§ **Data provided**
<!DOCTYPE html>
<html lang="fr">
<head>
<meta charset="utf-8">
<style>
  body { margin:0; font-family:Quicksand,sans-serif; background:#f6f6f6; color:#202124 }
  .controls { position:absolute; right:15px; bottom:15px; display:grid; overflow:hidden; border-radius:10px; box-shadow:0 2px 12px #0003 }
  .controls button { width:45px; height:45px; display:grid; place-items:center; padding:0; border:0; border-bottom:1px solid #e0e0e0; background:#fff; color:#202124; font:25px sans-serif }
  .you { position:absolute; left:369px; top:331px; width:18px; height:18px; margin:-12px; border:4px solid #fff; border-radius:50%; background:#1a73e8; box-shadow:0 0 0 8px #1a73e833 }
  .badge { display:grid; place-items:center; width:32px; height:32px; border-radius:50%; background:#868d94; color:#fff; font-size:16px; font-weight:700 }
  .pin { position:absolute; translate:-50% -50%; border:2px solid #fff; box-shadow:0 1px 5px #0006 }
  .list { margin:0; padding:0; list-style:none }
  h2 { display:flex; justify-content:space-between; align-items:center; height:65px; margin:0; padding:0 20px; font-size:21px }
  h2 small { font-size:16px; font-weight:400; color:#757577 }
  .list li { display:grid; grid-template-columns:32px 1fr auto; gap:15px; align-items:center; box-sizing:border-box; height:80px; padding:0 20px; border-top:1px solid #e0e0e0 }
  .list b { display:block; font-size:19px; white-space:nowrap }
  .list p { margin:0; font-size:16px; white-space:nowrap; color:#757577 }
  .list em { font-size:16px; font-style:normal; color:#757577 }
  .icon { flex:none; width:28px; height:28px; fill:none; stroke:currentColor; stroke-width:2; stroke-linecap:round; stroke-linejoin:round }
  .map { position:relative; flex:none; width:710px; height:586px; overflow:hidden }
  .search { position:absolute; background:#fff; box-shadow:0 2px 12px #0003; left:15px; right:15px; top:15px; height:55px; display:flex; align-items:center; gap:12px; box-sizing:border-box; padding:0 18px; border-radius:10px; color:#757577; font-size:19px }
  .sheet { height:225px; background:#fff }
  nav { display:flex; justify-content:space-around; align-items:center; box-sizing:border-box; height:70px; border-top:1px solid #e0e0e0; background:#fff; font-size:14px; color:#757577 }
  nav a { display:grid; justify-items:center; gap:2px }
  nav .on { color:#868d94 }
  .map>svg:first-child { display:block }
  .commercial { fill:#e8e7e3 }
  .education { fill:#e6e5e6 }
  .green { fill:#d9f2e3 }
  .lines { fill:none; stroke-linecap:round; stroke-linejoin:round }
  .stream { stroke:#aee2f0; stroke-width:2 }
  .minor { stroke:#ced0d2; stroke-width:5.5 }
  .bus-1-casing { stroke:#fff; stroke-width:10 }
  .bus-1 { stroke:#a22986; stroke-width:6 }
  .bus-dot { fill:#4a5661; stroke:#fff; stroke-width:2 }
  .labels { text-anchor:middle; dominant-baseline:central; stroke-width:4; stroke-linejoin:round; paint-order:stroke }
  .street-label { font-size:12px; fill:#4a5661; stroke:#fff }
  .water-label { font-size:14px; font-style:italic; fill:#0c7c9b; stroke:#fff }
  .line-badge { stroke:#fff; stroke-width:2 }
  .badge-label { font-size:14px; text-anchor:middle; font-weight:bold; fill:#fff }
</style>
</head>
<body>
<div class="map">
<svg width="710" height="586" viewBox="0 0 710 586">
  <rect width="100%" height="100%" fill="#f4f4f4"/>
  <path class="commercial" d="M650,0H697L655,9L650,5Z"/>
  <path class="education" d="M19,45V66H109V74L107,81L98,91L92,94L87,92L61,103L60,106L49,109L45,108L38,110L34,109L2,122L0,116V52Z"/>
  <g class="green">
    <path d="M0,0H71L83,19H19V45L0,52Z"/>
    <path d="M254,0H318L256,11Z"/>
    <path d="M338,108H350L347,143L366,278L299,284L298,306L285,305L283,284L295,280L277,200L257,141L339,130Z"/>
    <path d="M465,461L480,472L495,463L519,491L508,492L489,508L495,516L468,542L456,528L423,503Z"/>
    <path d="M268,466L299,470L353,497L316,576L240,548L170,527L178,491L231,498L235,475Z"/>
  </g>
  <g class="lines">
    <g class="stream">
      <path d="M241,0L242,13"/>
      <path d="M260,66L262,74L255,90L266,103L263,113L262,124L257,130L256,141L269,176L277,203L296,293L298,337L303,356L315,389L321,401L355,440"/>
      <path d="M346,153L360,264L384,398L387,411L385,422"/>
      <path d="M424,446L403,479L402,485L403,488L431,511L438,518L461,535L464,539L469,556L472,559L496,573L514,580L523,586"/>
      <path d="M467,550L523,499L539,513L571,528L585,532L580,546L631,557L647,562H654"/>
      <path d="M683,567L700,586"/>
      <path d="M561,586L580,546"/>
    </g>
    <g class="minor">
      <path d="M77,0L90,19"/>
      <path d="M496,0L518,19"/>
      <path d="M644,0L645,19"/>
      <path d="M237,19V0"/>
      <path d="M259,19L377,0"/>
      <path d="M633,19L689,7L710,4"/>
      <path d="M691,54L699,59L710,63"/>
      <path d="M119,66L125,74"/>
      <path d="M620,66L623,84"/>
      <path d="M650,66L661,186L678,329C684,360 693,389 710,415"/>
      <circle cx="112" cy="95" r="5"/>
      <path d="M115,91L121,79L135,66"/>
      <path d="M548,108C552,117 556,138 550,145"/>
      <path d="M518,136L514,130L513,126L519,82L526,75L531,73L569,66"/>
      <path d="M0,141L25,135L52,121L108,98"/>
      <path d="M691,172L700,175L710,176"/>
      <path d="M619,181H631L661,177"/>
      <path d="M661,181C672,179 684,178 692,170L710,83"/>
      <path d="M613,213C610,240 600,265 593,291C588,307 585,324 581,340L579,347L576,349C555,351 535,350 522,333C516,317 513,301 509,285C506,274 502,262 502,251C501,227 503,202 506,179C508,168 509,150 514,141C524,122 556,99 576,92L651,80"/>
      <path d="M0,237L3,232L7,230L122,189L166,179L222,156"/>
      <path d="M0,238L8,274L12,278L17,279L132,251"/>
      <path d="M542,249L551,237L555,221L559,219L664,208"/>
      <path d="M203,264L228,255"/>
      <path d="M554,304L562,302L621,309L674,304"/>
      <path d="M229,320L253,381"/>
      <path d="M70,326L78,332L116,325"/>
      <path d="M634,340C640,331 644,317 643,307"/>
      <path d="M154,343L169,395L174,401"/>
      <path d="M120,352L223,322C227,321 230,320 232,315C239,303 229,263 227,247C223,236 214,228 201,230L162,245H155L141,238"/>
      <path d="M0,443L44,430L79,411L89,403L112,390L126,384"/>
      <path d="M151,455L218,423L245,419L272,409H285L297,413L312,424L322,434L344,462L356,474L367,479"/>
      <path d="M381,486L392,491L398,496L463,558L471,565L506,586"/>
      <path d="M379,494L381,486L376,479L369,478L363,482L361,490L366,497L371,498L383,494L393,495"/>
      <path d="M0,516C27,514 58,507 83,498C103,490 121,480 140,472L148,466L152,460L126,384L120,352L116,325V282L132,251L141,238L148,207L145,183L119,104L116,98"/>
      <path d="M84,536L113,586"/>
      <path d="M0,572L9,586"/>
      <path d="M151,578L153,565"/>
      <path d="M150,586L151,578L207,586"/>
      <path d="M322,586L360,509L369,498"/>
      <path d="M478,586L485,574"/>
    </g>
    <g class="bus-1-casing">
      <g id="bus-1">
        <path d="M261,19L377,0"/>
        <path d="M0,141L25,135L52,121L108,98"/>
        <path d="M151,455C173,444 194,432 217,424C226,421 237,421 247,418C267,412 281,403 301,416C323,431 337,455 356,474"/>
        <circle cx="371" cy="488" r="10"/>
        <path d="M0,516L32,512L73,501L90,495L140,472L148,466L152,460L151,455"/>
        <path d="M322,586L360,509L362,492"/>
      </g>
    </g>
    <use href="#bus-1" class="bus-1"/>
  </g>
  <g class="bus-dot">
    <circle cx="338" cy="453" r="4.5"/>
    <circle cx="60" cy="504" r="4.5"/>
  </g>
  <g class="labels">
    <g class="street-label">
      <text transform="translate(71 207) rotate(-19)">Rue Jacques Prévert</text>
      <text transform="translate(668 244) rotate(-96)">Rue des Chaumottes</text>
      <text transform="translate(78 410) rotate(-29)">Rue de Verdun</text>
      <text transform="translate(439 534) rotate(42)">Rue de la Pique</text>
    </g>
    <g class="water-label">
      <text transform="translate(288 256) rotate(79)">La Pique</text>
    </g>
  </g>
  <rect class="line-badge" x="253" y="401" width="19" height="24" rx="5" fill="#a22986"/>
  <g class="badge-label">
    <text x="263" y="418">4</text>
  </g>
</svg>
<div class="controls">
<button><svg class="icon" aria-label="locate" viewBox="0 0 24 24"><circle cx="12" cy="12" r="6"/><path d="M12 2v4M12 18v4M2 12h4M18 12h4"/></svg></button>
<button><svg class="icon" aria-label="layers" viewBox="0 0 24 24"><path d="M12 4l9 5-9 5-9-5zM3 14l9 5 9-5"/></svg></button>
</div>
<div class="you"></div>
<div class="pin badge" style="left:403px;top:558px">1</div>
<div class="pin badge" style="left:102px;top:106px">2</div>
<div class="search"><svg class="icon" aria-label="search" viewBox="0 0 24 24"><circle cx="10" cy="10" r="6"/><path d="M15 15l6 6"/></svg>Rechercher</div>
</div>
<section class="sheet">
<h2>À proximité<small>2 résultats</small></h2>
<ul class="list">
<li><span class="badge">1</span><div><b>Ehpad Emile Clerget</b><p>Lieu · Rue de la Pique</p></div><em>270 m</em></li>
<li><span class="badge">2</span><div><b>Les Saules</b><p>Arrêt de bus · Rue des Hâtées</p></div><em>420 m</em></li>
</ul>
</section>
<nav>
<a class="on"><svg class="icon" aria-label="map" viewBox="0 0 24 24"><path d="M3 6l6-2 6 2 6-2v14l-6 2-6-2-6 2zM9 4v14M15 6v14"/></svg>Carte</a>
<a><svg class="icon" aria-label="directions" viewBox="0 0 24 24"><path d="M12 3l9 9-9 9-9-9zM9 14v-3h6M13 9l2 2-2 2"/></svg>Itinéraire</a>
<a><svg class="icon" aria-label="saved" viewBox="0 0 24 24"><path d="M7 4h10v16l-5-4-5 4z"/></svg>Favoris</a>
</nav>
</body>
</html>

§ **What you need to do**
Look back at the data above. Transcribe exactly the lines starting at the line that contains "position:absolute; right:15px; bottom:15px;" and ending at the line that contains "display:block; font-size:19px; white-space:nowrap".

§ **Response box**
  .controls { position:absolute; right:15px; bottom:15px; display:grid; overflow:hidden; border-radius:10px; box-shadow:0 2px 12px #0003 }
  .controls button { width:45px; height:45px; display:grid; place-items:center; padding:0; border:0; border-bottom:1px solid #e0e0e0; background:#fff; color:#202124; font:25px sans-serif }
  .you { position:absolute; left:369px; top:331px; width:18px; height:18px; margin:-12px; border:4px solid #fff; border-radius:50%; background:#1a73e8; box-shadow:0 0 0 8px #1a73e833 }
  .badge { display:grid; place-items:center; width:32px; height:32px; border-radius:50%; background:#868d94; color:#fff; font-size:16px; font-weight:700 }
  .pin { position:absolute; translate:-50% -50%; border:2px solid #fff; box-shadow:0 1px 5px #0006 }
  .list { margin:0; padding:0; list-style:none }
  h2 { display:flex; justify-content:space-between; align-items:center; height:65px; margin:0; padding:0 20px; font-size:21px }
  h2 small { font-size:16px; font-weight:400; color:#757577 }
  .list li { display:grid; grid-template-columns:32px 1fr auto; gap:15px; align-items:center; box-sizing:border-box; height:80px; padding:0 20px; border-top:1px solid #e0e0e0 }
  .list b { display:block; font-size:19px; white-space:nowrap }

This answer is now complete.